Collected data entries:
+ + + + + + +

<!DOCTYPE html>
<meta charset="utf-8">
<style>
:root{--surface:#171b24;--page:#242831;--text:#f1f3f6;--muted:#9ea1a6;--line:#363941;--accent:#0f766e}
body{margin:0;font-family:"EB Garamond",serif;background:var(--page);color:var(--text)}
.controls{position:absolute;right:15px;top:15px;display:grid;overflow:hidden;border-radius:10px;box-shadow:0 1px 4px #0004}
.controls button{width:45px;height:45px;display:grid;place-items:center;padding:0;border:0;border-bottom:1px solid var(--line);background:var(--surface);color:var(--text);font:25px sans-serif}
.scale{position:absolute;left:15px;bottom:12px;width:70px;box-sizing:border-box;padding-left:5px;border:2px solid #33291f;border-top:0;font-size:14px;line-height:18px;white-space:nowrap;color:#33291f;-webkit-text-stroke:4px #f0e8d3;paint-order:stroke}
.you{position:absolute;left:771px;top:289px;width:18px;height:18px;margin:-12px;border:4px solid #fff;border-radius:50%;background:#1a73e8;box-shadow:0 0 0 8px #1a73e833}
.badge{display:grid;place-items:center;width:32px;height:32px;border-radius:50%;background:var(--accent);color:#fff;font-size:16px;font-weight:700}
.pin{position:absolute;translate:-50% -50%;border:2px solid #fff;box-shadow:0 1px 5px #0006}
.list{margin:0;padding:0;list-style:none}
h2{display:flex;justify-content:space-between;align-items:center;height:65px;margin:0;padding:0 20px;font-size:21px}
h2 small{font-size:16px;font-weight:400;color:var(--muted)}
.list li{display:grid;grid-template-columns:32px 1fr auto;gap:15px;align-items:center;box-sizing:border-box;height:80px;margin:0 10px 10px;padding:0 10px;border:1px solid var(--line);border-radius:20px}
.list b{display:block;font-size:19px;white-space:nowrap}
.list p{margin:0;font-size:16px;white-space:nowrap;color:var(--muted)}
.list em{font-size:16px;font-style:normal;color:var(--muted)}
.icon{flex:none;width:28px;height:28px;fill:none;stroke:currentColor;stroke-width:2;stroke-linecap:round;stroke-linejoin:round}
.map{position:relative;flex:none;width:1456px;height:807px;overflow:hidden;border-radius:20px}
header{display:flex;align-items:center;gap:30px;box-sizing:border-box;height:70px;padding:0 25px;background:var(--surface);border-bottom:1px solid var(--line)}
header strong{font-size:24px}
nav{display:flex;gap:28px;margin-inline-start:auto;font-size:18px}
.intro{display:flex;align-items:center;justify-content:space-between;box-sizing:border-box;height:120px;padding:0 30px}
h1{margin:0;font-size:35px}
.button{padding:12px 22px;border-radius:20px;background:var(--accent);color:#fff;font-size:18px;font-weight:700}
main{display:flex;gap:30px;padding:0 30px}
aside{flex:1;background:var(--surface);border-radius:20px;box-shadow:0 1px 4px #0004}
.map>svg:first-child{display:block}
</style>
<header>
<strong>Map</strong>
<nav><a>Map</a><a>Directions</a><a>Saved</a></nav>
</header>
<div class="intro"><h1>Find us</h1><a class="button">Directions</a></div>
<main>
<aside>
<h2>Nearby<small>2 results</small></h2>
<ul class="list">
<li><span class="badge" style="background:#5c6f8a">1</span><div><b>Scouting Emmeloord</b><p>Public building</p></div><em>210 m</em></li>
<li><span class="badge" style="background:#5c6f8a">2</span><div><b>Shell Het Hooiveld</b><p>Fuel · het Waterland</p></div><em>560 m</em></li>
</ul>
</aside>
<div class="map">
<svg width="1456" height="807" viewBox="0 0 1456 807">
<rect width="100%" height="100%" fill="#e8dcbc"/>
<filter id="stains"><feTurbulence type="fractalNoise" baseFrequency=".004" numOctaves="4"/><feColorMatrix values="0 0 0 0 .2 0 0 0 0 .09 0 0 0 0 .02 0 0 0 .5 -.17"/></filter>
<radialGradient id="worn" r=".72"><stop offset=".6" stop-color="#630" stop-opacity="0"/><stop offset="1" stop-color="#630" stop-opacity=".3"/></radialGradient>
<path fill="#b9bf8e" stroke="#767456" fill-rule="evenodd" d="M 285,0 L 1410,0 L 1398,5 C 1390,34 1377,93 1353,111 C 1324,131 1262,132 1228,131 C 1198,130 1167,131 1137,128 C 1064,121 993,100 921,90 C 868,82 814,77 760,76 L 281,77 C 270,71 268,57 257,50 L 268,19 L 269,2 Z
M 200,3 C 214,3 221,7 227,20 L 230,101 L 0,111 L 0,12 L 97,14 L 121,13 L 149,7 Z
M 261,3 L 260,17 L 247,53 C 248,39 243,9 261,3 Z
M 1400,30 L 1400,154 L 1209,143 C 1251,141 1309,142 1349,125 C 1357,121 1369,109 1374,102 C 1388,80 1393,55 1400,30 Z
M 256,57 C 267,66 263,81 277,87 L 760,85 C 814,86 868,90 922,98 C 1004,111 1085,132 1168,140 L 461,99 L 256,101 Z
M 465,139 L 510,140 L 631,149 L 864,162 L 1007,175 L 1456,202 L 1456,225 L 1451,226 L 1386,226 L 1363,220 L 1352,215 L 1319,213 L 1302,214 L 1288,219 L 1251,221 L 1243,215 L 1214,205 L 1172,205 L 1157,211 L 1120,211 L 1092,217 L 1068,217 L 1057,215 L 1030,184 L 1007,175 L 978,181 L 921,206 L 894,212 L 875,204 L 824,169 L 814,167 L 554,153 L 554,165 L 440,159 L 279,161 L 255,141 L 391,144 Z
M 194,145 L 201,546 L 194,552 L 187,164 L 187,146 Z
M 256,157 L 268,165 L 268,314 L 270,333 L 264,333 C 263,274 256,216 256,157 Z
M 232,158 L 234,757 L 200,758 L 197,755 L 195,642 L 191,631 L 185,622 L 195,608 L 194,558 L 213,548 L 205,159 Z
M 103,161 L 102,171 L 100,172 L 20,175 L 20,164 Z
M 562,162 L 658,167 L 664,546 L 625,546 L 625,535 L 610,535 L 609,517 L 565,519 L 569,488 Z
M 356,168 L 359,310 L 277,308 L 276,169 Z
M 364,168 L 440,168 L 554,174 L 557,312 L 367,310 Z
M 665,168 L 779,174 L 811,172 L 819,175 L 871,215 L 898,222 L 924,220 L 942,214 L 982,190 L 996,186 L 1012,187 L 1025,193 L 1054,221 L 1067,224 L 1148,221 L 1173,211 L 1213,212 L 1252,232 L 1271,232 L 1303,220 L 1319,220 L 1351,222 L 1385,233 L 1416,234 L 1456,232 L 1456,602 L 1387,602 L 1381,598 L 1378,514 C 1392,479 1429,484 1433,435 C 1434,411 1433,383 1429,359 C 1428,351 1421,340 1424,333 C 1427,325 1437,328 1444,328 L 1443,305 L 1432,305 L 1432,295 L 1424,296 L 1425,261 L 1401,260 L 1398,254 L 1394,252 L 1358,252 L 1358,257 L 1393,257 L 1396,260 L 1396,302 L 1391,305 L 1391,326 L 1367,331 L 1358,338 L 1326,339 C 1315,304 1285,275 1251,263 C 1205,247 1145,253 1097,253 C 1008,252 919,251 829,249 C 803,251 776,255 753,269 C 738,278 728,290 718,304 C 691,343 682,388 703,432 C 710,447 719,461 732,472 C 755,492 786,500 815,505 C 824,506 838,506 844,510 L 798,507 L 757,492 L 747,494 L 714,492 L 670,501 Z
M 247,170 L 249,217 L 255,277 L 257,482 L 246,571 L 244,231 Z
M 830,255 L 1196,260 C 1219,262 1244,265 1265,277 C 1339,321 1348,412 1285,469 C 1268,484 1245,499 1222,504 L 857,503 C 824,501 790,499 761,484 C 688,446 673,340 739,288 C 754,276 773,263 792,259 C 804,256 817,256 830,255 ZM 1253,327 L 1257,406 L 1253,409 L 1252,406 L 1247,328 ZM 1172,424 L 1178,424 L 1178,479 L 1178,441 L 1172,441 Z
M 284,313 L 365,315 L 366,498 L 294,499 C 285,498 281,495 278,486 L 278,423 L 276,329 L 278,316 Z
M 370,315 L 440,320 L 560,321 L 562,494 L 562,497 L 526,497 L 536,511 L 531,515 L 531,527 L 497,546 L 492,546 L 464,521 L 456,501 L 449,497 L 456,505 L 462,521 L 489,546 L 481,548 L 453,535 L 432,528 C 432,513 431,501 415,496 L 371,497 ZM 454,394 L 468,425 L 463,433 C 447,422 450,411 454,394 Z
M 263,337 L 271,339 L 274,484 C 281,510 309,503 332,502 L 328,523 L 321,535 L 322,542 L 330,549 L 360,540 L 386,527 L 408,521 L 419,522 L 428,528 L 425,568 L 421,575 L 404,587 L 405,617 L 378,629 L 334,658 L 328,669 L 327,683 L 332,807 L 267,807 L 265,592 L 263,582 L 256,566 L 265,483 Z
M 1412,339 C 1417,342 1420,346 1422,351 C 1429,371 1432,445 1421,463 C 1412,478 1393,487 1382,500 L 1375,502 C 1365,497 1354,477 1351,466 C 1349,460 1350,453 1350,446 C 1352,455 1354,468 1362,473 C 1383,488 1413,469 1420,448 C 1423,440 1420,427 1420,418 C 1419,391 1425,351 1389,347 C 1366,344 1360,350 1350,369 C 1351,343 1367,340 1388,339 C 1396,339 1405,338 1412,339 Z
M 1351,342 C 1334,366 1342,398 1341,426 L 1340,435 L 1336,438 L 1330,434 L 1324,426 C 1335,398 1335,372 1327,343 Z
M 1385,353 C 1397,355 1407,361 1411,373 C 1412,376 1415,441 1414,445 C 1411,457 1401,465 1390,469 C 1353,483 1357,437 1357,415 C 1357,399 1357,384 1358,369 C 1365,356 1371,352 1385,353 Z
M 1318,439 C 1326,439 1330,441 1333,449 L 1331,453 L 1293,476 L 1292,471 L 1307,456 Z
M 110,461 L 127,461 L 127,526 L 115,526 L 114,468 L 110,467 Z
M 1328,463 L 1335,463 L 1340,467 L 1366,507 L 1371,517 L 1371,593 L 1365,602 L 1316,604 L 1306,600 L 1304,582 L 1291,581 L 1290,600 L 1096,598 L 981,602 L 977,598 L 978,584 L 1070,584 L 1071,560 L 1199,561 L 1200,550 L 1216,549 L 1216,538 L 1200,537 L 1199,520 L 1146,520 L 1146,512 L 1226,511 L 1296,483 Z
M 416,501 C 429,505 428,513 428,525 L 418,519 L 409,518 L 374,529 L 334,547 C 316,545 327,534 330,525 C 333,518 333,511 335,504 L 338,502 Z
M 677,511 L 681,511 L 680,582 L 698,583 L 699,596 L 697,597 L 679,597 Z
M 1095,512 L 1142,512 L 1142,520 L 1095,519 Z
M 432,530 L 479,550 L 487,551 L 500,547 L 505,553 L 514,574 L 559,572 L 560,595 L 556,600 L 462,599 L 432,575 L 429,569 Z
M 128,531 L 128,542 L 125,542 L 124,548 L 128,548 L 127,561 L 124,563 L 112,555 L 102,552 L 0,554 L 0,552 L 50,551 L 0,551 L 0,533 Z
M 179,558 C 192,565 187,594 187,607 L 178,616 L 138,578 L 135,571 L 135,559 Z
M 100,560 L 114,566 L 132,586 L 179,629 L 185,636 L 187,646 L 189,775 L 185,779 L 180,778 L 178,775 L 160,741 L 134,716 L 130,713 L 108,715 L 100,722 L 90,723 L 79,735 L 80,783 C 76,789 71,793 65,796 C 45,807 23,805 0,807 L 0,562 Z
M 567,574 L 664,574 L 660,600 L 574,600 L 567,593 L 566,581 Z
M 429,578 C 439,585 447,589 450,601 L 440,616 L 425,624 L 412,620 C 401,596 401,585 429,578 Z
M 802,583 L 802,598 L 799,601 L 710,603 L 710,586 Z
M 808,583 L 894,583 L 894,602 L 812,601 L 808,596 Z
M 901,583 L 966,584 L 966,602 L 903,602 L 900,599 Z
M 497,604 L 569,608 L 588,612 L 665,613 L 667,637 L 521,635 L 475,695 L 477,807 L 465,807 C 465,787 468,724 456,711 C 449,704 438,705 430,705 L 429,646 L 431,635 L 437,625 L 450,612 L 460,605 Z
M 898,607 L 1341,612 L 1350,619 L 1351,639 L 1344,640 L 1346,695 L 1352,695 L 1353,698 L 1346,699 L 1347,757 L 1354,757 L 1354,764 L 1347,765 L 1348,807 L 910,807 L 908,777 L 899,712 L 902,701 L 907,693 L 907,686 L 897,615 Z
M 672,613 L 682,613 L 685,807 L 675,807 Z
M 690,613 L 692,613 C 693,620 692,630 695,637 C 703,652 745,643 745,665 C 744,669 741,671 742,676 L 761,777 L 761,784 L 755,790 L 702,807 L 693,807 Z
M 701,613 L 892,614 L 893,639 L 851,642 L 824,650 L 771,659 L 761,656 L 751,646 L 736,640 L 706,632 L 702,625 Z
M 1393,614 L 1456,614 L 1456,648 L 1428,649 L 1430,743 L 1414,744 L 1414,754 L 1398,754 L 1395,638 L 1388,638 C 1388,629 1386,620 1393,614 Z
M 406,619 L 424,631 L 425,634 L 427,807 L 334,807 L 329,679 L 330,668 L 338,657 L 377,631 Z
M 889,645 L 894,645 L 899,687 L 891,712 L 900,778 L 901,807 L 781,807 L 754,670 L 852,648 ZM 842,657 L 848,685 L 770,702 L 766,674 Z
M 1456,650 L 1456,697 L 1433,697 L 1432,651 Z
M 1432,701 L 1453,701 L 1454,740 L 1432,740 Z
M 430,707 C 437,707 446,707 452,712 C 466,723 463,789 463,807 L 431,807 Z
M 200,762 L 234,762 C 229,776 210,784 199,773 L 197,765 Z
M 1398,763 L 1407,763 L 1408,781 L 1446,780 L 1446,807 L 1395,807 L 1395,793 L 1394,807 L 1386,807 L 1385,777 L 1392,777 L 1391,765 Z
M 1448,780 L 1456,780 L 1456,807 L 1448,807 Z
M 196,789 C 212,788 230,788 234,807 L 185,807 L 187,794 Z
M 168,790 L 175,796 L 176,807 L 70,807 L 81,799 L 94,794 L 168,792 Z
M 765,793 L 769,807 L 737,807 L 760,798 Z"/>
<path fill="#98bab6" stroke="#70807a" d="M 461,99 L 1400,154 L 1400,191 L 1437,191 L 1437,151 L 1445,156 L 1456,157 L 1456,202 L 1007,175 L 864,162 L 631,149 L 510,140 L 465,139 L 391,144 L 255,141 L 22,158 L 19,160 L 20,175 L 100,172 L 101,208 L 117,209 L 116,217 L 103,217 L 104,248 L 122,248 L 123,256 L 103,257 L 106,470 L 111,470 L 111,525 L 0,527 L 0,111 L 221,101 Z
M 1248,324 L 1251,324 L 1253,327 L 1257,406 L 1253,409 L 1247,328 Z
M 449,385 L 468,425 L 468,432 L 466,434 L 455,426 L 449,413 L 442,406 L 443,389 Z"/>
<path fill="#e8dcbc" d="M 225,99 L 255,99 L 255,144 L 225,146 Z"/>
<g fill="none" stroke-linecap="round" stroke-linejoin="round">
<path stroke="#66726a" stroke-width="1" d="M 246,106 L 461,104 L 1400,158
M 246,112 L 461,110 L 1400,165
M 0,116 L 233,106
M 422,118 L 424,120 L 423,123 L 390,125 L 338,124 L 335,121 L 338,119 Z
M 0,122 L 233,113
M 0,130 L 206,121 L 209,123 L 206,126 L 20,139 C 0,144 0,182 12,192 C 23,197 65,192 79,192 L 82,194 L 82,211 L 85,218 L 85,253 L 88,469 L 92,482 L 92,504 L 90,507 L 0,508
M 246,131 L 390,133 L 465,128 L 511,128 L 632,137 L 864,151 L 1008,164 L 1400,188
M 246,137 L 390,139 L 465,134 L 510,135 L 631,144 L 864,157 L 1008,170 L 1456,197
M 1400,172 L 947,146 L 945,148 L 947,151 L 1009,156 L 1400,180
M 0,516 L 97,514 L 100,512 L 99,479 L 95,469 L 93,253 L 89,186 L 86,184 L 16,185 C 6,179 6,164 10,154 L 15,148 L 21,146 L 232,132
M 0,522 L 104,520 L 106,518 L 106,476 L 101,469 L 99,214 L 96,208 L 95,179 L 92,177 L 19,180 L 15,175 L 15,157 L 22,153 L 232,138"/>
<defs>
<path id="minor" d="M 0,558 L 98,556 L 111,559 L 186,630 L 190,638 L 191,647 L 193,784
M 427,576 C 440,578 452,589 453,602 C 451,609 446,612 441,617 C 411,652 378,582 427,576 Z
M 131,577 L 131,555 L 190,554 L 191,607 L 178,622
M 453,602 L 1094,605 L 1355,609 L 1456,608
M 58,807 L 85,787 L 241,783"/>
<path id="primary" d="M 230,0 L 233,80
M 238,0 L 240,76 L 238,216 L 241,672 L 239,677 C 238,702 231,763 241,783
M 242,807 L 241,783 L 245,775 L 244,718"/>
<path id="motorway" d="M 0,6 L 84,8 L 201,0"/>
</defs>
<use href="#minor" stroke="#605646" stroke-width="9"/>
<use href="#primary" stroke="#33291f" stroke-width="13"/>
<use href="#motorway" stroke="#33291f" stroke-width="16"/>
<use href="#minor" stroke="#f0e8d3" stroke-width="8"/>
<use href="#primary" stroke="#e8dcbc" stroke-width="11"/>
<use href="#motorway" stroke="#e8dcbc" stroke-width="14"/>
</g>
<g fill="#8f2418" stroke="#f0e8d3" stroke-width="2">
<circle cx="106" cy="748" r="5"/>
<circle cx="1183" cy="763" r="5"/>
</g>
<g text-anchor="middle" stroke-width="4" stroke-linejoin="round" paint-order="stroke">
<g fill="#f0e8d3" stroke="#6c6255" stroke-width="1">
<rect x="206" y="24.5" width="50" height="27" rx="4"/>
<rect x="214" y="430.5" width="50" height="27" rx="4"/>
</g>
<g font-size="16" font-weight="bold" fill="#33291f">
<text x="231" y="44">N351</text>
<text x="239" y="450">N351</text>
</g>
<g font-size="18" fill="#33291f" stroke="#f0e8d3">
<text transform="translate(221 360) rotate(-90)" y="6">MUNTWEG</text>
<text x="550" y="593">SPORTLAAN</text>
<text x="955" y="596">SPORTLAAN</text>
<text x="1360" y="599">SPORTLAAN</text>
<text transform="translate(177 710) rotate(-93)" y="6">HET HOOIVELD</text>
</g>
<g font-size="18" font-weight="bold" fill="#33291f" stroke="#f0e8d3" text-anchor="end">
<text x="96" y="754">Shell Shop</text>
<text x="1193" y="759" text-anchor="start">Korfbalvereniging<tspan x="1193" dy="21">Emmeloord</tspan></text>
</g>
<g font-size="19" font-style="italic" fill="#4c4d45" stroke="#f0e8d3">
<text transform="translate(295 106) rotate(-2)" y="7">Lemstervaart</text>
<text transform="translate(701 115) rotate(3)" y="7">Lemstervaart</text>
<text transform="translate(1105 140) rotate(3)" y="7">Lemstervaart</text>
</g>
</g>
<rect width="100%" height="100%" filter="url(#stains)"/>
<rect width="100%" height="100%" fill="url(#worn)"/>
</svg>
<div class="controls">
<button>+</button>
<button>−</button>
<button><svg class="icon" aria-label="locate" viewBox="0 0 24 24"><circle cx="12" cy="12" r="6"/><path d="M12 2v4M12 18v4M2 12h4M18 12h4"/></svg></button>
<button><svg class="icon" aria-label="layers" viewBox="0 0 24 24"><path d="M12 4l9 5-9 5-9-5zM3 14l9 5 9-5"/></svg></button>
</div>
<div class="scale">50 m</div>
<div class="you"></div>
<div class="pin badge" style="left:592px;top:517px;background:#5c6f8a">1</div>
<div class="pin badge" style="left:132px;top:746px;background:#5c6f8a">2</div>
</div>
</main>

+ + + + + + +

Directions:
Every line above that has the string "place" needs to be copied.

Exercise output:
.controls button{width:45px;height:45px;display:grid;place-items:center;padding:0;border:0;border-bottom:1px solid var(--line);background:var(--surface);color:var(--text);font:25px sans-serif}
.badge{display:grid;place-items:center;width:32px;height:32px;border-radius:50%;background:var(--accent);color:#fff;font-size:16px;font-weight:700}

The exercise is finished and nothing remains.